Goal of the exercise - All lines between the start of the listing below and the line containing "display:flex; align-items:center; gap:16px;", inclusive, must be repeated exactly.

Information supplied -
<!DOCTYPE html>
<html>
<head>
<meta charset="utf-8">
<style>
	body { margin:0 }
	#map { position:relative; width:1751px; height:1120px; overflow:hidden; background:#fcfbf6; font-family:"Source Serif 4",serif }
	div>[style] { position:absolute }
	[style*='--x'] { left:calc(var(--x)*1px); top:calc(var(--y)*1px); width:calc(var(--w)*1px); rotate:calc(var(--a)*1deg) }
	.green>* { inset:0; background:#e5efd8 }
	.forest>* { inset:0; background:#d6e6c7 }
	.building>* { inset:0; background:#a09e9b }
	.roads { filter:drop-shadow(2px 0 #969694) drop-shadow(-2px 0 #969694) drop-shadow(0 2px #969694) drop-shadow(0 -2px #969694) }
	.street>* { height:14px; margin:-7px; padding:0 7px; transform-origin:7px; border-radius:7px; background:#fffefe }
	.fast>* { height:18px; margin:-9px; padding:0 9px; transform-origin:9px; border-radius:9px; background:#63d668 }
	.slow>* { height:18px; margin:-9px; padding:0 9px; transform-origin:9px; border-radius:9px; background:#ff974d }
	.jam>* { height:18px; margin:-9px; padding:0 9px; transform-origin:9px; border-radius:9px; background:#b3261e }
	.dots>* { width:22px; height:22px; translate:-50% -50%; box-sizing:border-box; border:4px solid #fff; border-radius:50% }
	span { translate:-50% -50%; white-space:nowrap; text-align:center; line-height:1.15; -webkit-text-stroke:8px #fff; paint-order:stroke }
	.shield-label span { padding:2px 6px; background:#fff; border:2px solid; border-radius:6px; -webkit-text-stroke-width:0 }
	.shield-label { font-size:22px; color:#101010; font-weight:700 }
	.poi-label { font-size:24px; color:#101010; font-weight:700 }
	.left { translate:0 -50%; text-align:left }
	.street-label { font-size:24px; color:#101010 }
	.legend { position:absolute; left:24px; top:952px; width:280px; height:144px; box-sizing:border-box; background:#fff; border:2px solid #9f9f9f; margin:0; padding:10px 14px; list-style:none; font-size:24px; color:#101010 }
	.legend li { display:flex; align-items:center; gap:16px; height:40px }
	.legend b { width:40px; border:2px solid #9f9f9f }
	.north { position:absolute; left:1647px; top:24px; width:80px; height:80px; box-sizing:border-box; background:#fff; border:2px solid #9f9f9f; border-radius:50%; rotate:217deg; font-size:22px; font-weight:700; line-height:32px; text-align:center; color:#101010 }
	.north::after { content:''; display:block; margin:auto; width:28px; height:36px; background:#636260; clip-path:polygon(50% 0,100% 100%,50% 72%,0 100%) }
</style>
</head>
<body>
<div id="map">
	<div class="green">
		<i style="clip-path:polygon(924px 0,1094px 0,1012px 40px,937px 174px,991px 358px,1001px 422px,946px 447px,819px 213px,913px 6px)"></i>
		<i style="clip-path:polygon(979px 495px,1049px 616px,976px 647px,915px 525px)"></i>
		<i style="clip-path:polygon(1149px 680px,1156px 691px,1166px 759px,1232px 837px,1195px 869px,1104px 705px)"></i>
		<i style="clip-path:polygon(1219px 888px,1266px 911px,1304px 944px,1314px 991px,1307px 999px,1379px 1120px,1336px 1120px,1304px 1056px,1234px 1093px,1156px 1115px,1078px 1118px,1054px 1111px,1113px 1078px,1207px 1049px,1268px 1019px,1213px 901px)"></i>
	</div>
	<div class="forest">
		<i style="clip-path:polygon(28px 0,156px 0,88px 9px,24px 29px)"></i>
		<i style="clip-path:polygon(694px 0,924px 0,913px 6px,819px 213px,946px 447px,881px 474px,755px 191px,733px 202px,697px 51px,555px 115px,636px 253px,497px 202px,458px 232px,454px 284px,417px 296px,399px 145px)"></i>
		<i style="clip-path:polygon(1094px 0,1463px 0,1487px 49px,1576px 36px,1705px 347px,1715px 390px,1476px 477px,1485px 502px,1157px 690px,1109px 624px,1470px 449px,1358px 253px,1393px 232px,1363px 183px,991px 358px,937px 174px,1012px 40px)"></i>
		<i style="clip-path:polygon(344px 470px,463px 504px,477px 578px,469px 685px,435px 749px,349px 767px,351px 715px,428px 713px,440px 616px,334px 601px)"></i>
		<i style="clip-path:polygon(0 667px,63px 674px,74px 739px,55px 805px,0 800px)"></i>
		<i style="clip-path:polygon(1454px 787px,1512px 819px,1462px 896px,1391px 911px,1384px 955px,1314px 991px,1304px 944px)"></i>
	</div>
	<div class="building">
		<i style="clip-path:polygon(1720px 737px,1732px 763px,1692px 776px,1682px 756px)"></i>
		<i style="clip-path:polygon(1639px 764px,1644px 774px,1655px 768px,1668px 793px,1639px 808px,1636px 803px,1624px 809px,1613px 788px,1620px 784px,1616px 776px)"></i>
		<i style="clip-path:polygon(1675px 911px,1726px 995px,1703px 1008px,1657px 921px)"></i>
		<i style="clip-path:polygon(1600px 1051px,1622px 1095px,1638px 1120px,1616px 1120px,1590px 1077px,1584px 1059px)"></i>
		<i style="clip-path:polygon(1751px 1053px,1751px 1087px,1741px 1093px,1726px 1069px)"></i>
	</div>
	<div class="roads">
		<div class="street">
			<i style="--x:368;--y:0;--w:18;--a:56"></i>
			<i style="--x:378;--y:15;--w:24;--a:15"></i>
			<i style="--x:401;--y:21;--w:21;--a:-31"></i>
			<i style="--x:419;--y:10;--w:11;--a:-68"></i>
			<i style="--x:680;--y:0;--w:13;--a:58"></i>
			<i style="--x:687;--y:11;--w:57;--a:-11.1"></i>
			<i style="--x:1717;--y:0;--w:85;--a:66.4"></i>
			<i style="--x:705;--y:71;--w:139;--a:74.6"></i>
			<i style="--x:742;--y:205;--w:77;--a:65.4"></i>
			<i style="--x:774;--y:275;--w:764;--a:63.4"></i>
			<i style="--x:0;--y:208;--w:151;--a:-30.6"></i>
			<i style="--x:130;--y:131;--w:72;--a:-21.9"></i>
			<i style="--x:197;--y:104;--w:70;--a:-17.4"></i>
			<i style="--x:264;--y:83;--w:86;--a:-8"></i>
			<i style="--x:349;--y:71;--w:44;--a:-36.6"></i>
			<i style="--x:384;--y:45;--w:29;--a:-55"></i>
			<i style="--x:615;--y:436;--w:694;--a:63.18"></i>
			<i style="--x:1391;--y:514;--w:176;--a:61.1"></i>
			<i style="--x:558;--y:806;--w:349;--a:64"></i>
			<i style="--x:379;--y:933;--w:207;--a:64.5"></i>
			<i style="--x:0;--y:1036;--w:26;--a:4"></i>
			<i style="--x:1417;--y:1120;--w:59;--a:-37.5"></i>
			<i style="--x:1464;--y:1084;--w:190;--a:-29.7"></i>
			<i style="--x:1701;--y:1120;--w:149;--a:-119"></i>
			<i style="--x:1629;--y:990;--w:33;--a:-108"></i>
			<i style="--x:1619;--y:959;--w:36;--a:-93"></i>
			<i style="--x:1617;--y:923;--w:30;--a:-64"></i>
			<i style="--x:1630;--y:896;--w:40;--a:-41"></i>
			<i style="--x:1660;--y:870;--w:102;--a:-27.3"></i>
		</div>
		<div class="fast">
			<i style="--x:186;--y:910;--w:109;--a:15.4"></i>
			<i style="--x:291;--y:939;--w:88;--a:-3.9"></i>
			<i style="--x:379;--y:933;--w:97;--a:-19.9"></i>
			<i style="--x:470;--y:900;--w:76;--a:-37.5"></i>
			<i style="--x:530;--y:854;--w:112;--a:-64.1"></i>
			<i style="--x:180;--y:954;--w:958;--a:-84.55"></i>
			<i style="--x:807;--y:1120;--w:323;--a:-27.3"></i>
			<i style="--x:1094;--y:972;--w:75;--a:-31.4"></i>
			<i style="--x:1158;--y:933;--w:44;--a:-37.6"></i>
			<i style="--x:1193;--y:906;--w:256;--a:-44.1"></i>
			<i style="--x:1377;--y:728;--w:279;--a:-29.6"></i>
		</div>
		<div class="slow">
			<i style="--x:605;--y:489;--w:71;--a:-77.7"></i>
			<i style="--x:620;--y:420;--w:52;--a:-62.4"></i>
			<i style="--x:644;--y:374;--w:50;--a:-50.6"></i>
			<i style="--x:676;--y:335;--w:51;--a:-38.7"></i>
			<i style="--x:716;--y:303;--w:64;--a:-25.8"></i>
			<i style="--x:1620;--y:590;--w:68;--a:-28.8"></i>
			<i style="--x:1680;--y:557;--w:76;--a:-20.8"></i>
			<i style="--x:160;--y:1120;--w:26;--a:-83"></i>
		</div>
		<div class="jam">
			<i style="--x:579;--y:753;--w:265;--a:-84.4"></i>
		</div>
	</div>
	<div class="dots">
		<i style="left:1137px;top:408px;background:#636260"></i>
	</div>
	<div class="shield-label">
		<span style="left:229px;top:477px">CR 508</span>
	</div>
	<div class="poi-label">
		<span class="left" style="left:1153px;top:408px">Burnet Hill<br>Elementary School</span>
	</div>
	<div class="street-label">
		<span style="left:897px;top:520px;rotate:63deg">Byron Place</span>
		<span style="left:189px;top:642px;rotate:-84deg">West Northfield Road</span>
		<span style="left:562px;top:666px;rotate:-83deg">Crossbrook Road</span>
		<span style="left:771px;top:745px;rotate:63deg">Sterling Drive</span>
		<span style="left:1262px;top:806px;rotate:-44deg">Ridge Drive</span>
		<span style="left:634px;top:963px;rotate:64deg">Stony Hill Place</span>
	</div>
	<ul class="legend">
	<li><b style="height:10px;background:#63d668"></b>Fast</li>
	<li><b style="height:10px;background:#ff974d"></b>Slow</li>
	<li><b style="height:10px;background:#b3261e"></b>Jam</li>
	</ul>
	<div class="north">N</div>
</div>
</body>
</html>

Problem solution -
<!DOCTYPE html>
<html>
<head>
<meta charset="utf-8">
<style>
	body { margin:0 }
	#map { position:relative; width:1751px; height:1120px; overflow:hidden; background:#fcfbf6; font-family:"Source Serif 4",serif }
	div>[style] { position:absolute }
	[style*='--x'] { left:calc(var(--x)*1px); top:calc(var(--y)*1px); width:calc(var(--w)*1px); rotate:calc(var(--a)*1deg) }
	.green>* { inset:0; background:#e5efd8 }
	.forest>* { inset:0; background:#d6e6c7 }
	.building>* { inset:0; background:#a09e9b }
	.roads { filter:drop-shadow(2px 0 #969694) drop-shadow(-2px 0 #969694) drop-shadow(0 2px #969694) drop-shadow(0 -2px #969694) }
	.street>* { height:14px; margin:-7px; padding:0 7px; transform-origin:7px; border-radius:7px; background:#fffefe }
	.fast>* { height:18px; margin:-9px; padding:0 9px; transform-origin:9px; border-radius:9px; background:#63d668 }
	.slow>* { height:18px; margin:-9px; padding:0 9px; transform-origin:9px; border-radius:9px; background:#ff974d }
	.jam>* { height:18px; margin:-9px; padding:0 9px; transform-origin:9px; border-radius:9px; background:#b3261e }
	.dots>* { width:22px; height:22px; translate:-50% -50%; box-sizing:border-box; border:4px solid #fff; border-radius:50% }
	span { translate:-50% -50%; white-space:nowrap; text-align:center; line-height:1.15; -webkit-text-stroke:8px #fff; paint-order:stroke }
	.shield-label span { padding:2px 6px; background:#fff; border:2px solid; border-radius:6px; -webkit-text-stroke-width:0 }
	.shield-label { font-size:22px; color:#101010; font-weight:700 }
	.poi-label { font-size:24px; color:#101010; font-weight:700 }
	.left { translate:0 -50%; text-align:left }
	.street-label { font-size:24px; color:#101010 }
	.legend { position:absolute; left:24px; top:952px; width:280px; height:144px; box-sizing:border-box; background:#fff; border:2px solid #9f9f9f; margin:0; padding:10px 14px; list-style:none; font-size:24px; color:#101010 }
	.legend li { display:flex; align-items:center; gap:16px; height:40px }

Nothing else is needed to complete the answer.